On how many lines of these entries does the word "height" occur? State the number alone.

:: Input data

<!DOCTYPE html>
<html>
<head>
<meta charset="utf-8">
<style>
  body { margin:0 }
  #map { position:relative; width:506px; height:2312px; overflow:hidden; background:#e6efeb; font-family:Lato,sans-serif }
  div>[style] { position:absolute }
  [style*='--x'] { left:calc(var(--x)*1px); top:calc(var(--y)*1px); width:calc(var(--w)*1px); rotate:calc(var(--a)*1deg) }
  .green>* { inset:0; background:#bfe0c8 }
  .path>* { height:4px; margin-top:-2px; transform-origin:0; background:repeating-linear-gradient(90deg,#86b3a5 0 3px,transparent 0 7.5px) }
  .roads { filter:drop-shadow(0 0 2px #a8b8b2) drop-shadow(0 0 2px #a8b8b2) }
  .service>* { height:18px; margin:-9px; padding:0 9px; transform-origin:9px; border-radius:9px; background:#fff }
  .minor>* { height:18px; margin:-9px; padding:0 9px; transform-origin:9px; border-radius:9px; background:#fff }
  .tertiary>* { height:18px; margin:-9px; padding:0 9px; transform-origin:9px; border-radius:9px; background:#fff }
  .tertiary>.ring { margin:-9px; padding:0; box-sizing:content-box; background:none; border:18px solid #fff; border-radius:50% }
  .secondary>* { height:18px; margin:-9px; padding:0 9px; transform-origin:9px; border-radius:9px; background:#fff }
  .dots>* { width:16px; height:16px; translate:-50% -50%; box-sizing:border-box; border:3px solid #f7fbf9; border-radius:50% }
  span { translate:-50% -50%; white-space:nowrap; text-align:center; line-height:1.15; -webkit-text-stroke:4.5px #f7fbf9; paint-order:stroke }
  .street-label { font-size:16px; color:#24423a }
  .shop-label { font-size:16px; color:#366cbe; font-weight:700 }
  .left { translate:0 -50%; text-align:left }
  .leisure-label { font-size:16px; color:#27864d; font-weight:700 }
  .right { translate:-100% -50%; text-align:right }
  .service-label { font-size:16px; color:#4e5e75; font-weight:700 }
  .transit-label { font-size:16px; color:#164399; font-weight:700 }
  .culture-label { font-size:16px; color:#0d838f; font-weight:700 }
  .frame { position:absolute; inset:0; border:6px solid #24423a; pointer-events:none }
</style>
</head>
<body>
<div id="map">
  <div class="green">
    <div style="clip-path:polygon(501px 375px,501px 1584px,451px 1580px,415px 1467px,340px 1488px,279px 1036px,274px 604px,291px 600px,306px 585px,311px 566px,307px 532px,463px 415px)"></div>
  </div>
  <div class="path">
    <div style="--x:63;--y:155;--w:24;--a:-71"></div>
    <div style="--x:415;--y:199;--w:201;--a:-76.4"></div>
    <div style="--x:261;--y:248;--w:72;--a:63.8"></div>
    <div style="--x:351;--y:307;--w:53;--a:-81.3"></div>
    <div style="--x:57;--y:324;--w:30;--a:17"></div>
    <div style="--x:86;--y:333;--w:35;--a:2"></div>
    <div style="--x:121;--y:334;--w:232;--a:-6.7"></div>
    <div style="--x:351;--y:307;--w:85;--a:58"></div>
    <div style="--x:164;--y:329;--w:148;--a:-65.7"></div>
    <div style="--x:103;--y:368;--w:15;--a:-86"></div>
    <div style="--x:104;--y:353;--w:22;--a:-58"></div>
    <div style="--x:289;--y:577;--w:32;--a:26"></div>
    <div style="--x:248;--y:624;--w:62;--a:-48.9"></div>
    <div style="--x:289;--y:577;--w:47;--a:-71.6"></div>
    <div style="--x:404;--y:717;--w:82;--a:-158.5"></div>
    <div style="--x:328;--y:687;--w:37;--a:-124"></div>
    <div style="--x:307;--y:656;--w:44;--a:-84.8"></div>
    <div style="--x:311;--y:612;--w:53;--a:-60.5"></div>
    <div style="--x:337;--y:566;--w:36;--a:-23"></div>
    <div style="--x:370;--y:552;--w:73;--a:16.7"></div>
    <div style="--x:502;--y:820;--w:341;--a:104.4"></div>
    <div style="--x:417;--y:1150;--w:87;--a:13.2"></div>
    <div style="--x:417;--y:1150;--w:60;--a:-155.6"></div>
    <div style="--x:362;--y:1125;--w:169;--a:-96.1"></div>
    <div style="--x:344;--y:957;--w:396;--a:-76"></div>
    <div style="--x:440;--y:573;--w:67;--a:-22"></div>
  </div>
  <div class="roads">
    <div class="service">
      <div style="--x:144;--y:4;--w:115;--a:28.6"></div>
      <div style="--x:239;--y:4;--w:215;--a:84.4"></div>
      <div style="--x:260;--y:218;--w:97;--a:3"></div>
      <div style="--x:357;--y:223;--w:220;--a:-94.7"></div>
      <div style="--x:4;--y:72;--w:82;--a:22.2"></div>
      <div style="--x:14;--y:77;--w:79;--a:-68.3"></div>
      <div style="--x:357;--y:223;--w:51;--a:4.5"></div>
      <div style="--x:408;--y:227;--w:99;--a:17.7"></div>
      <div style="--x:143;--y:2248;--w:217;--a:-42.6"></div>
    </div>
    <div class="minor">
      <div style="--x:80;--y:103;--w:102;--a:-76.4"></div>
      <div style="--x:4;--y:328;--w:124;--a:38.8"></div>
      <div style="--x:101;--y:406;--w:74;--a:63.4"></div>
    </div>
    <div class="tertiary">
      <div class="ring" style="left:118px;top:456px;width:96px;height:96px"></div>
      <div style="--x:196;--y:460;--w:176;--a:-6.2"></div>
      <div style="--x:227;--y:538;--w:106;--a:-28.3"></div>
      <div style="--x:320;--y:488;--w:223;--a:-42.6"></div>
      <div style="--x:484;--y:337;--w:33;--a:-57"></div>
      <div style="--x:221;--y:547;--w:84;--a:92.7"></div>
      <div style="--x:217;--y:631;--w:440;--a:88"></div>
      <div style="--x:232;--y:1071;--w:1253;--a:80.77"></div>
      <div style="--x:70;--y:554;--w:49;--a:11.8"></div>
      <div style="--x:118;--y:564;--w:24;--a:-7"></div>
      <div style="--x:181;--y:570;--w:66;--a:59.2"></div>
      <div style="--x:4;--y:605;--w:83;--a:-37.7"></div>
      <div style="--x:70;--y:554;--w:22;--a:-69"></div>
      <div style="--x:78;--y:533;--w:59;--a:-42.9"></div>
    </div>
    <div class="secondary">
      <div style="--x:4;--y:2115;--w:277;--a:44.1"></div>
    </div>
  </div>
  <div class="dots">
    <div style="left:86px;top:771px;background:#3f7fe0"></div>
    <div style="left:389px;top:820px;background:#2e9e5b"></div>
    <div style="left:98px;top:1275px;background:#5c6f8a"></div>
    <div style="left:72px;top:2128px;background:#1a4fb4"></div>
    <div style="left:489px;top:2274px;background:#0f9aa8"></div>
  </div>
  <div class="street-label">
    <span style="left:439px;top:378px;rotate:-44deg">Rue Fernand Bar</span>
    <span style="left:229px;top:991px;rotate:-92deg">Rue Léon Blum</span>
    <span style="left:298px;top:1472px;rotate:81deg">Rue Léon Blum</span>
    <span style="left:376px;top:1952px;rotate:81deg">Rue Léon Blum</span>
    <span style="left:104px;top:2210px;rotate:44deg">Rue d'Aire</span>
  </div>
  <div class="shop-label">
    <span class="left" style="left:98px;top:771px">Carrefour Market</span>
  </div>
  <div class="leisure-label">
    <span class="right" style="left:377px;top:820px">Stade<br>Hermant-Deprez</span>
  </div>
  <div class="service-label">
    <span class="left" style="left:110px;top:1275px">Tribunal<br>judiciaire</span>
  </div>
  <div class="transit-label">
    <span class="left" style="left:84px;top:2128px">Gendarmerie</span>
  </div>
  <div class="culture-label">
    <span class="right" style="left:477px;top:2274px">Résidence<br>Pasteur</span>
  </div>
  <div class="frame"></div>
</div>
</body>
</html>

::::

Answer section
9